CLASP: General-Purpose Clothes Manipulation with Semantic Keypoints
Yuhong Deng, Chao Tang, Cunjun Yu, Linfeng Li, David Hsu
TL;DR
This work tackles general-purpose manipulation of deformable clothes by introducing semantic keypoints as a sparse, language-describable state representation. CLASP integrates a two-stage semantic keypoint extraction/matching pipeline with a vision-language-model–driven task planner and a pre-built skill library to execute grounded actions, all within a closed-loop framework. Across simulation and real-robot experiments, CLASP demonstrates superior generalization across diverse clothes types and tasks, outperforming baselines and achieving high success in folding, flattening, hanging, and placing. The approach promises practical impact for home-service robotics by enabling robust, adaptable manipulation of varied garments without extensive task-specific engineering.
Abstract
Clothes manipulation, such as folding or hanging, is a critical capability for home service robots. Despite recent advances, most existing methods remain limited to specific clothes types and tasks, due to the complex, high-dimensional geometry of clothes. This paper presents CLothes mAnipulation with Semantic keyPoints (CLASP), which aims at general-purpose clothes manipulation over diverse clothes types, T-shirts, shorts, skirts, long dresses, ..., as well as different tasks, folding, flattening, hanging, .... The core idea of CLASP is semantic keypoints-e.g., ''left sleeve'' and ''right shoulder''-a sparse spatial-semantic representation, salient for both perception and action. Semantic keypoints of clothes can be reliably extracted from RGB-D images and provide an effective representation for a wide range of clothes manipulation policies.

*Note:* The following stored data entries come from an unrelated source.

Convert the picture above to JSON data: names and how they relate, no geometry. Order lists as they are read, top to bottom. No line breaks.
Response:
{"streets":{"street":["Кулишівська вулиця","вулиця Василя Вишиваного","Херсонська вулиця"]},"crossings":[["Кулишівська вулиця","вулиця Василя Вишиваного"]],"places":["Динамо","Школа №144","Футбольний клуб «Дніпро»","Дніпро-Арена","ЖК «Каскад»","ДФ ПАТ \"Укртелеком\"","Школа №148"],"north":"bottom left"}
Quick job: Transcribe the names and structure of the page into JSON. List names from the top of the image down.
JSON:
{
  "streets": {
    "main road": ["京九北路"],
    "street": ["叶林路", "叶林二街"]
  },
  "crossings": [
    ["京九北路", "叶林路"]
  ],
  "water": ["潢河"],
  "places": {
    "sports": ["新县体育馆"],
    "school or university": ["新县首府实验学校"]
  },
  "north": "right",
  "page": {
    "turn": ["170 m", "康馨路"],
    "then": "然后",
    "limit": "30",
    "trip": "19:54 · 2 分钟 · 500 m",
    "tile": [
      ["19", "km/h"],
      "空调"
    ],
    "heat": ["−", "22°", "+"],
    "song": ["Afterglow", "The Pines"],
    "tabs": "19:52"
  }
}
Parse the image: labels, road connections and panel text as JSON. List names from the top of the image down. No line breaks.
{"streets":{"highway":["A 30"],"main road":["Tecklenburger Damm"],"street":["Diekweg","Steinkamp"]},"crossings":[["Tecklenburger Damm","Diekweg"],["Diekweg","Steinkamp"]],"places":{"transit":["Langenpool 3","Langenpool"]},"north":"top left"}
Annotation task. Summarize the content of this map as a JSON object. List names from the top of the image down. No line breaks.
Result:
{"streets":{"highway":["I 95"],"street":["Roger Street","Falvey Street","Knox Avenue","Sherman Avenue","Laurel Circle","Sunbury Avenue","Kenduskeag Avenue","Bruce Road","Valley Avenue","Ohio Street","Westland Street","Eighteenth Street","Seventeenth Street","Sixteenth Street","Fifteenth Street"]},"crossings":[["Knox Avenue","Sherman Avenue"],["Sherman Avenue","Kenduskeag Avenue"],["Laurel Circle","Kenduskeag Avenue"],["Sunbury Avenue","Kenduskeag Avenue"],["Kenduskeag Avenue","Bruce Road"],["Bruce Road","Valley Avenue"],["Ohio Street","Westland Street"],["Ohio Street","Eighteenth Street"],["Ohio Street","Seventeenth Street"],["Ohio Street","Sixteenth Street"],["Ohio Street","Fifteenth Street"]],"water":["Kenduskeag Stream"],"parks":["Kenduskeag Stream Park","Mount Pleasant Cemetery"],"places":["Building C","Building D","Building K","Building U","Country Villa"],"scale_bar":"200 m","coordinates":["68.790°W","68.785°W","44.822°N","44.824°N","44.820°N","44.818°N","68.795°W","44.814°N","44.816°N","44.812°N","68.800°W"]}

CLASP uses semantic keypoints as an intermediate representation to connect high-level task planning and low-level action execution. At the high level, it exploits vision language models (VLMs) to predict task plans over the semantic keypoints. At the low level, it executes the plans with the help of a set of pre-built manipulation skills conditioned on the keypoints. Extensive simulation experiments show that CLASP outperforms state-of-the-art baseline methods on multiple tasks across diverse clothes types, demonstrating strong performance and generalization. Further experiments with a Franka dual-arm system on four distinct tasks-folding, flattening, hanging, and placing-confirm CLASP's performance on real-life clothes manipulation.